Construction at Aspen School District campus to begin Monday
Elementary and high schools will see partial closure, middle school closed all summer

About $5 million in repairs will take place at the Aspen School District this summer, using much of what is left of the 2020 voter-approved $114 million bond to address deferred maintenance.
Beginning Monday, June 10, maintenance on the elementary, middle, and high schools, and other district facilities like the field will commence. Construction will likely impact over 20 groups who use the campus in the summer, including the city of Aspen’s youth summer day camp and Theatre Aspen’s youth camps and productions, said ASD Director of Operations and Facilities Joe Waneka.
“I can’t wait to be able to pull this off,” Waneka said. “The teachers will be clamoring to get back to their classrooms to set it up, have a new carpet, fresh walls. That’s so exciting for them to be able to set up their new room and get back into the swing of our business of educating students.”
Select areas of the elementary and high schools will be closed on a rolling basis throughout the summer, but the entire middle school will be closed all summer for renovations.
The district will address an ADA compliance issue at the athletic field, a priority of the 2020 bond. Construction will begin on a ramp to the athletic field, fixing slopes on existing sidewalks, and a potential viewing platform above the field for people who use wheelchairs.
That construction will take place alongside significant repairs in the middle school, including floor replacements and repainting of nearly every hallway in the building.
The elementary and high schools will also see floor replacements. Construction crews will replace fan coils and add pipes in the boiler systems at the elementary school, which haven’t been replaced in over 30 years, Waneka said. The upgrade will allow for more cooling in the elementary school (in place of air conditioners), and make future upgrades to a cooling system easier to accomplish.
“We’re kind of buying into the future here,” Waneka said.
Colorado law only requires schools to have heating systems, but with rising temperatures, the district might need to look into investing in air conditioning in the future, he said.

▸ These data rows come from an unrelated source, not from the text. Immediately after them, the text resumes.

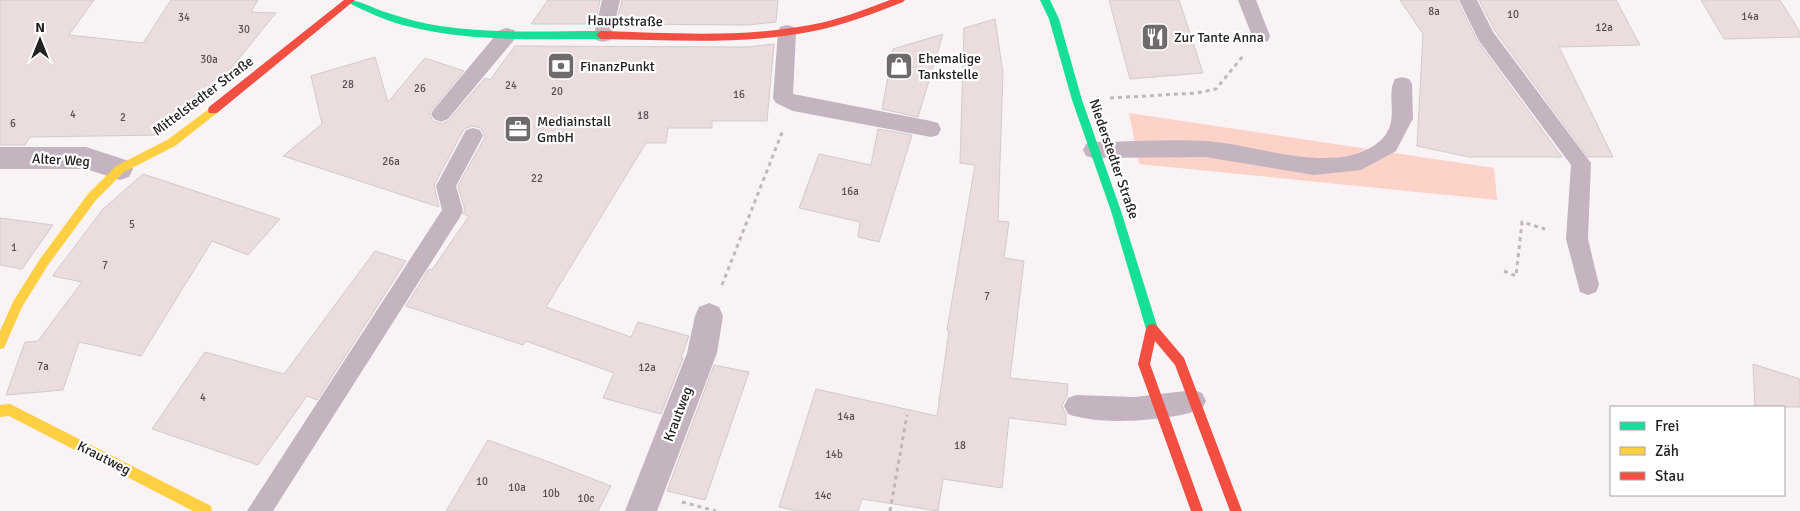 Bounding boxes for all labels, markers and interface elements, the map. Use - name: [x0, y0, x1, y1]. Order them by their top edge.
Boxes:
- house number: 8a: [1428, 5, 1440, 18]
- house number: 10: [1507, 8, 1519, 21]
- house number: 14a: [1741, 10, 1759, 23]
- house number: 34: [178, 11, 190, 24]
- street label: Hauptstraße: [587, 12, 663, 30]
- north arrow: [15, 15, 65, 65]
- text: N: [35, 19, 45, 36]
- house number: 12a: [1595, 21, 1613, 34]
- restaurant icon: Zur Tante Anna: [1140, 22, 1170, 52]
- house number: 30: [238, 23, 250, 36]
- place label: Zur Tante Anna: [1174, 29, 1264, 46]
- place label: Ehemalige Tankstelle: [918, 50, 981, 83]
- bank icon: FinanzPunkt: [546, 51, 576, 81]
- shop icon: Ehemalige Tankstelle: [884, 51, 914, 81]
- street label: Mittelstedter Straße: [149, 53, 257, 139]
- house number: 30a: [200, 53, 218, 66]
- place label: FinanzPunkt: [580, 58, 655, 75]
- house number: 28: [342, 78, 354, 91]
- house number: 24: [505, 79, 517, 92]
- house number: 26: [414, 82, 426, 95]
- house number: 20: [551, 85, 563, 98]
- house number: 16: [733, 88, 745, 101]
- street label: Niederstedter Straße: [1085, 97, 1143, 221]
- house number: 4: [70, 108, 76, 121]
- house number: 18: [637, 109, 649, 122]
- house number: 2: [120, 111, 126, 124]
- place label: Mediainstall GmbH: [537, 113, 611, 146]
- office icon: Mediainstall GmbH: [503, 114, 533, 144]
- house number: 6: [10, 117, 16, 130]
- street label: Alter Weg: [32, 150, 90, 170]
- house number: 26a: [382, 155, 400, 168]
- house number: 22: [531, 172, 543, 185]
- house number: 16a: [841, 185, 859, 198]
- house number: 5: [129, 218, 135, 231]
- house number: 1: [11, 241, 17, 254]
- house number: 7: [102, 259, 108, 272]
- house number: 7: [984, 290, 990, 303]
- house number: 7a: [37, 360, 49, 373]
- house number: 12a: [638, 361, 656, 374]
- street label: Krautweg: [660, 384, 696, 444]
- house number: 4: [200, 391, 206, 404]
- legend: [1610, 406, 1785, 496]
- house number: 14a: [837, 410, 855, 423]
- text: Frei: [1655, 417, 1679, 435]
- street label: Krautweg: [75, 437, 133, 479]
- house number: 18: [954, 439, 966, 452]
- text: Zäh: [1655, 442, 1679, 460]
- house number: 14b: [825, 448, 843, 461]
- text: Stau: [1655, 467, 1684, 485]
- house number: 10: [476, 475, 488, 488]
- house number: 10a: [508, 481, 526, 494]
- house number: 10b: [542, 487, 560, 500]
- house number: 14c: [814, 489, 832, 502]
- house number: 10c: [577, 492, 595, 505]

Skylights in the elementary and high schools will be replaced this summer, along with the roof at the high school. The district will do a partial replacement and restoration of the high school roof.
The roof is in good enough condition to not do a full replacement, Waneka said. The restoration will keep some of the old roof materials out of the Pitkin County Landfill and will give the roof another 25-year lifespan.
The district also worked with the city to reroute the Maroon Creek Trail to go around the campus for safety reasons, but while that construction is underway during the summer, the trail will still go through the district campus.
Waneka hopes each project will go as planned, but sometimes problems arise when you start digging, he said. Construction last summer revealed deteriorating sewage pipes at the high school, causing unpleasant smells in the science department and forcing crews to pivot to address the unexpected issue.
Floor replacement in the high school cafeteria will begin Monday, and Waneka is planning contingencies in case problems arise while ripping up the floors.
“They’re going to start flooring there on Monday, so therefore it’s going to set the tone,” he said. “If they rip into something they don’t like, we might have problems. I’m already working contingencies, we may not do the basement, we may not do the second floor, because it might take all summer just to barely get around on the main floor.”
“So I’m just strategizing because, until you start ripping it up, you don’t know what you’ve got under there,” he added.
The improvements at the district are some of the last projects of the 2020 bond, which the district must spend in full by 2025. Voters approved the measure that added about 50 units to the district’s employee housing stock, updated classrooms, and addressed significant deferred maintenance projects.
About $40 million of the 2020 bond went toward deferred maintenance projects. As of April, $107 million were committed to projects, according to a bond update presented to the ASD Board of Education in May.